Siempre se ha dicho que se necesita cierta madurez, tanto personal como artística, para llegar a la altura de los más grandes; aunque si tomamos como verdadero el famoso dicho popular que reza “los únicos que dicen la verdad son los niños y los borrachos”, este niño parece contar su verdad particular –o la de Lagarce– con bastante clarividencia, precisión y elegancia en Solo el fin del mundo; en cuanto a los borrachos, bueno, Lars von Trier escribió sus mejores bestialidades yendo más borracho que Ortega Cano en sus momentos de mayor esplendor etílico. Dicho esto, no es menos cierto que la trama puede llegar a resultar algo tediosa, uniéndose a esta característica los repentinos arrebatos de ira e histeria que sufren algunos de los personajes de tanto en cuanto a lo largo de la historia, material de análisis suficiente para que Sigmund Freud hubiese podido añadir otros cuantos tomos más a su tratado dedicado a dicho desorden psicopatológico. Y es precisamente esta disonancia que se manifiesta entre la parte más letárgica del film, personalizada sobre todo por los personajes de Louis y Catherine, y aquella más visceral que retrata cierta sordidez, descontrol y espontaneidad, llevada al borde de la impertinencia más grotesca y desquiciada, de la que se hace cargo sobre todo el personaje de Antoine, interpretado de manera bastante notable por el casi siempre acertado Vincent Cassel.

Se parte de la premisa principal que lleva al mediano de los tres hermanos a retornar a casa después de doce años, sin haberse pasado siquiera a recoger algún que otro tupper, para comunicarles a todos ellos que está enfermo y que seguramente no llegue ni a la cena de Nochebuena. A partir de este momento, todo en la casa se torna hostil e impredecible en repetidas ocasiones, unido esto a la necesidad que Louis siente por reconstruir el pasado a partir de los elementos domésticos que estimulan continuamente su memoria y que, mediante el recurso de la analepsis, se reponen provocando que las inseguridades del protagonista se vayan acrecentando y llevándolo a un estado casi cataléptico que no le permite más que responder con monosílabos a las desatadas intervenciones de sus hermanos.

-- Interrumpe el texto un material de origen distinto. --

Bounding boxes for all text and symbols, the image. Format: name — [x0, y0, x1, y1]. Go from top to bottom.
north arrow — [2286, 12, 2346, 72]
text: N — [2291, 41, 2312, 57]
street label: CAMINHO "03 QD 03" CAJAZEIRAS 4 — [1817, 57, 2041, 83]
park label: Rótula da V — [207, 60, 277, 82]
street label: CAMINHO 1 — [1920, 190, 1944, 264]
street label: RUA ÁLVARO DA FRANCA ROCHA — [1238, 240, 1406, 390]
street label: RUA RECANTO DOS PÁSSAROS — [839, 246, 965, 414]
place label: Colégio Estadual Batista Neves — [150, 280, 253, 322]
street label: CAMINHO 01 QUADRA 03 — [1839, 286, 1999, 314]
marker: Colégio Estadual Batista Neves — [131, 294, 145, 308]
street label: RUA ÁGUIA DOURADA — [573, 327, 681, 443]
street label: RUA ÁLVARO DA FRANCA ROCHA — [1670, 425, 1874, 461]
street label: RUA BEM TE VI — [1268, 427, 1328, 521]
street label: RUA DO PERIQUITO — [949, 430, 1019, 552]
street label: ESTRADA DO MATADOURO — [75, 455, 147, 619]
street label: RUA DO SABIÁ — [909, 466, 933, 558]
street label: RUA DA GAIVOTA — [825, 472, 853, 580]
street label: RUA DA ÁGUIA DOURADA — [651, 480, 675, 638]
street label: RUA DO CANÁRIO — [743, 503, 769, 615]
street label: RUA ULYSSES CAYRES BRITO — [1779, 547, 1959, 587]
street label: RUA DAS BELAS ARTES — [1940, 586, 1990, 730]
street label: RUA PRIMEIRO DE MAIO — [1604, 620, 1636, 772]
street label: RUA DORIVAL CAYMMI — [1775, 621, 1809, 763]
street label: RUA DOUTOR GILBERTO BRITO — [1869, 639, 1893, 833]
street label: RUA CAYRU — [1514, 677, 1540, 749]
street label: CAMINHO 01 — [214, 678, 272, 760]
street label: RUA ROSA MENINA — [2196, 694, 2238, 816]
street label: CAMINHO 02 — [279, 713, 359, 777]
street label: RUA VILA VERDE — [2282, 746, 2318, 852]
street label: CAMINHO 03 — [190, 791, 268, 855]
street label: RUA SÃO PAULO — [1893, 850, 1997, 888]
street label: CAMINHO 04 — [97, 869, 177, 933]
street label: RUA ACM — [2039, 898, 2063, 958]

Desde el punto de vista técnico, se pueden observar algunas buenas cualidades con respecto al uso de las tonalidades en determinadas escenas, o en secuencias con primeros planos que con escasa preponderancia de diálogo resultan bastante eficaces; esto último se puede apreciar, como no podía ser de otra forma, en los fragmentos que protagonizan Louis y Catherine, en los que sobre todo la presencia y la interpretación de Cotillard, aunque discreta por exigencia misma de su personaje, aguanta el tipo por encima de un Gaspard Ulliel que no termina de caer en gracia. En definitiva, no es tanto la actuación individual o coral lo que brilla en la película y por lo cual me haya decantado por calificarla con un 8, sino la notable destreza del guion y la naturaleza de los sentimientos que se ponen de manifiesto a raíz del propio texto; y es que no era del todo fácil adaptar una pieza teatral como la de Lagarce, a pesar de que esta contenga un tono mucho más existencialista que la película y salvando algunas pinceladas añadidas de cosecha propia por Dolan que no me llegan a parecer del todo acertadas o, cuanto menos, necesarias.